23.3 Microbenchmarking

A microbenchmark is a measurement of the performance of a very small piece of code, something that might take milliseconds (ms), microseconds (µs), or nanoseconds (ns) to run. Microbenchmarks are useful for comparing small snippets of code for specific tasks. Be very wary of generalising the results of microbenchmarks to real code: the observed differences in microbenchmarks will typically be dominated by higher-order effects in real code; a deep understanding of subatomic physics is not very helpful when baking.

A great tool for microbenchmarking in R is the bench package (Hester 2018). The bench package uses a a high precision timer, making it possible to compare operations that only take a tiny amount of time. For example, the following code compares the speed of two approaches to computing a square root.

x <- runif(100)
(lb <- bench::mark(
  sqrt(x),
  x ^ 0.5
))
#> # A tibble: 2 x 6
#>   expression      min   median `itr/sec` mem_alloc `gc/sec`
#>   <bch:expr> <bch:tm> <bch:tm>     <dbl> <bch:byt>    <dbl>
#> 1 sqrt(x)    403.96ns 510.42ns  1789570.      848B        0
#> 2 x^0.5        2.29µs   2.42µs   404899.      848B        0

By default, bench::mark() runs each expression at least once (min_iterations = 1), and at most enough times to take 0.5 s (min_time = 0.5). It checks that each run returns the same value which is typically what you want microbenchmarking; if you want to compare the speed of expressions that return different values, set check = FALSE.

23.3.1 `bench::mark()` results

bench::mark() returns the results as a tibble, with one row for each input expression, and the following columns:

min, mean, median, max, and itr/sec summarise the time taken by the expression. Focus on the minimum (the best possible running time) and the median (the typical time). In this example, you can see that using the special purpose sqrt() function is faster than the general exponentiation operator.

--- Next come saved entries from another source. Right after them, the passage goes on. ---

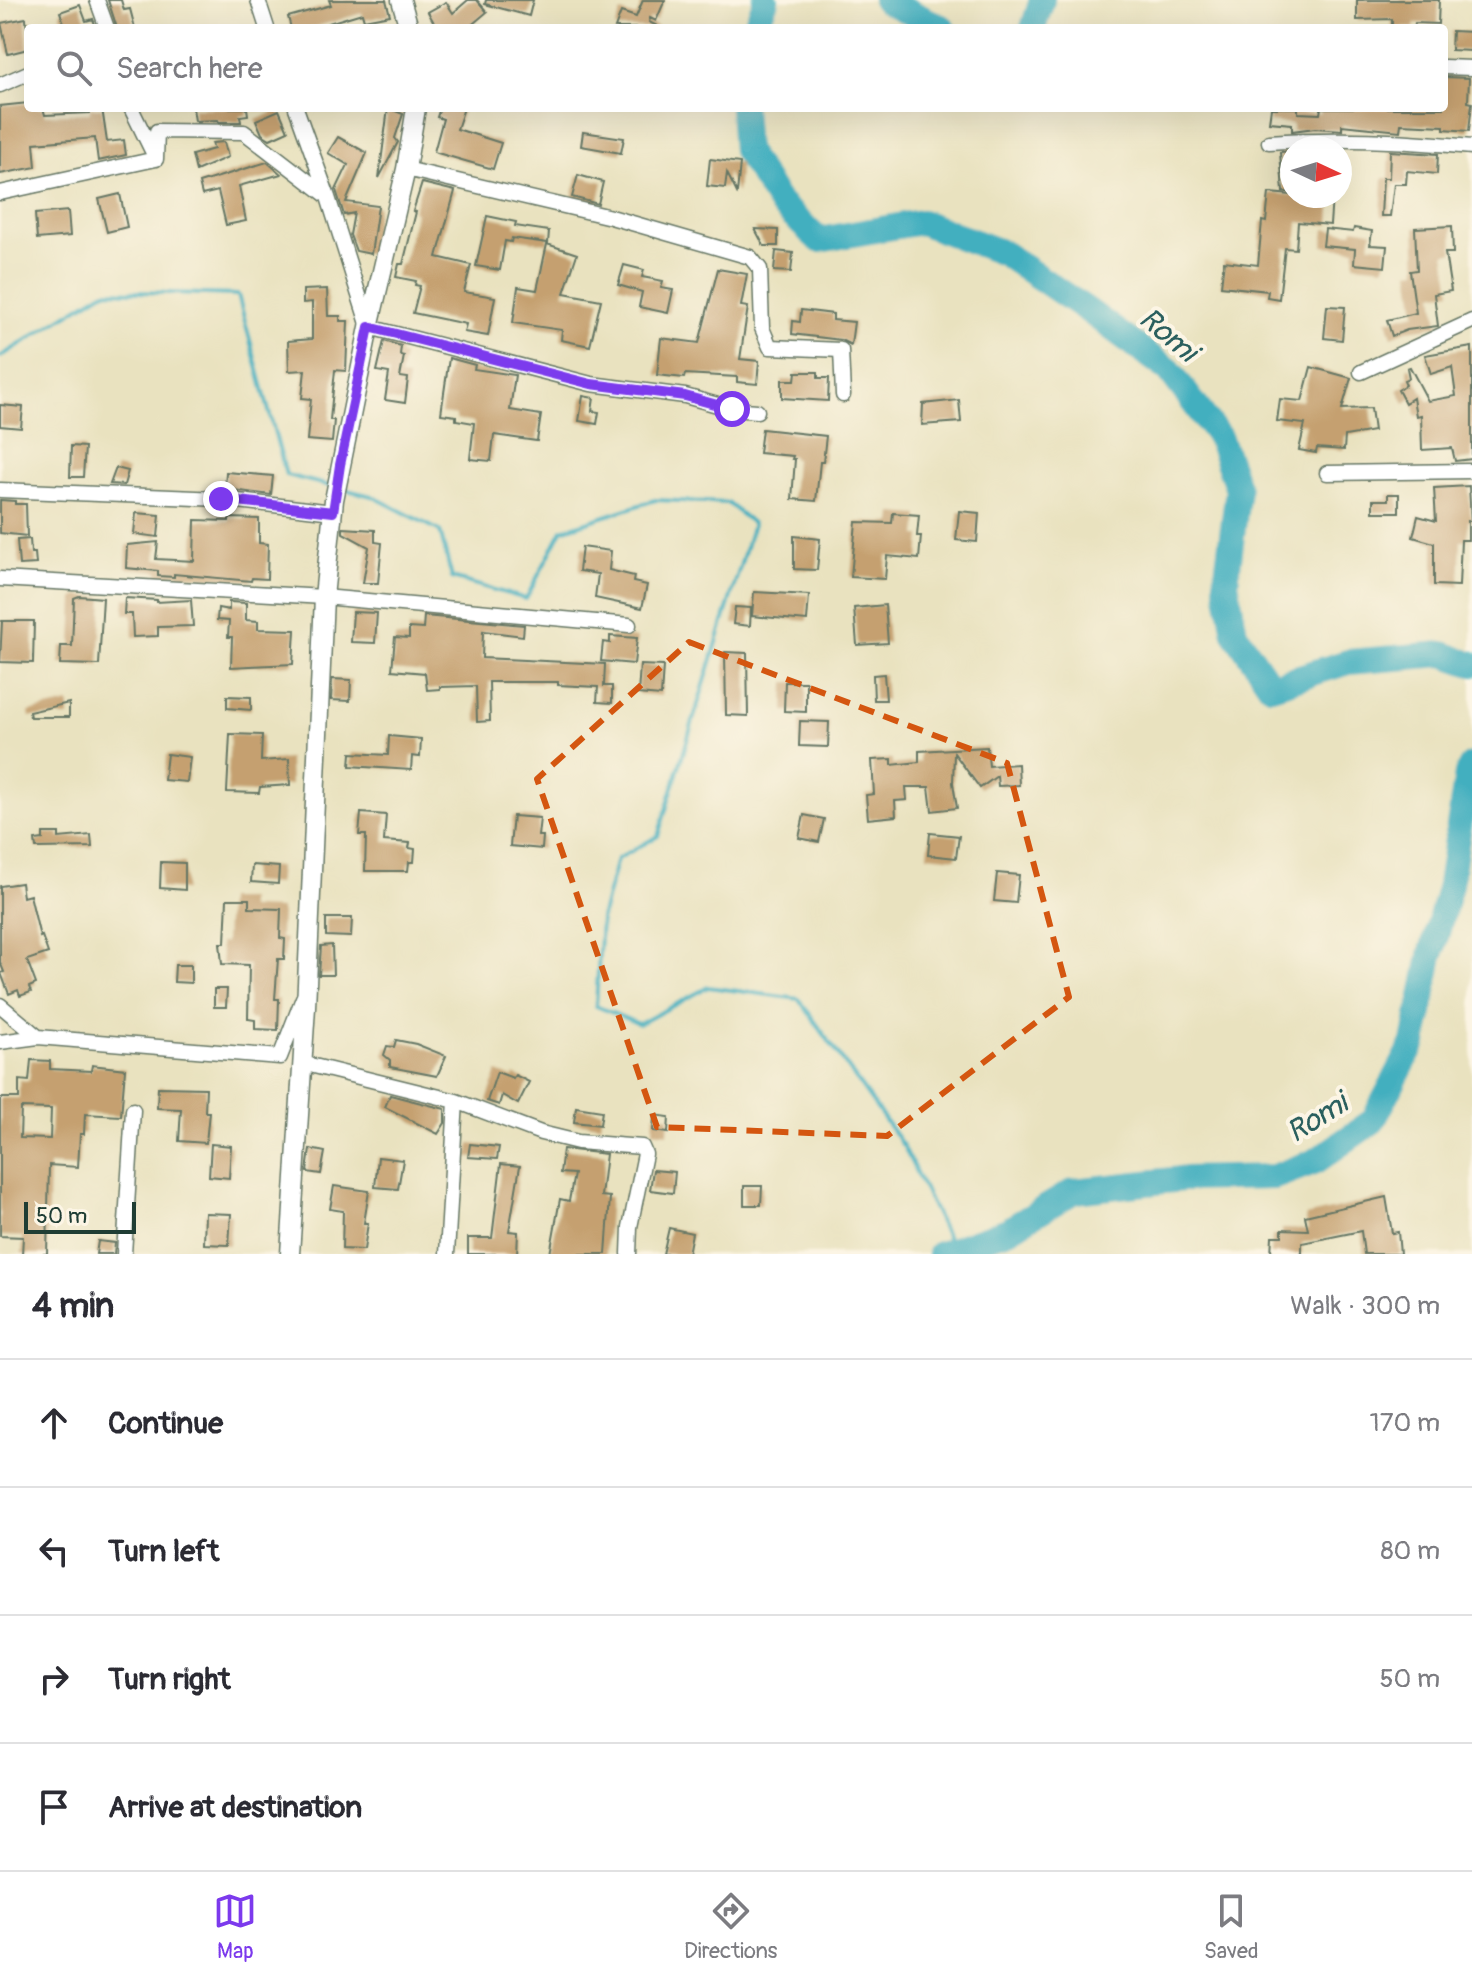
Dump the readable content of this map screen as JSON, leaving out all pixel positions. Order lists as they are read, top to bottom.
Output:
{
  "water": ["Romi"],
  "scale_bar": "50 m",
  "north": "right",
  "page": {
    "search": "Search here",
    "scale": "50 m",
    "heading": ["4 min", "Walk · 300 m"],
    "list": [
      ["Continue", "170 m"],
      ["Turn left", "80 m"],
      ["Turn right", "50 m"],
      "Arrive at destination"
    ],
    "nav": ["Map", "Directions", "Saved"]
  }
}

You can visualise the distribution of the individual timings with plot():
```
plot(lb)
#> Loading required namespace: tidyr
```
The distribution tends to be heavily right-skewed (note that the x-axis is already on a log scale!), which is why you should avoid comparing means. You’ll also often see multimodality because your computer is running something else in the background.
mem_alloc tells you the amount of memory allocated by the first run, and n_gc() tells you the total number of garbage collections over all runs. These are useful for assessing the memory usage of the expression.
n_itr and total_time tells you how many times the expression was evaluated and how long that took in total. n_itr will always be greater than the min_iteration parameter, and total_time will always be greater than the min_time parameter.
result, memory, time, and gc are list-columns that store the raw underlying data.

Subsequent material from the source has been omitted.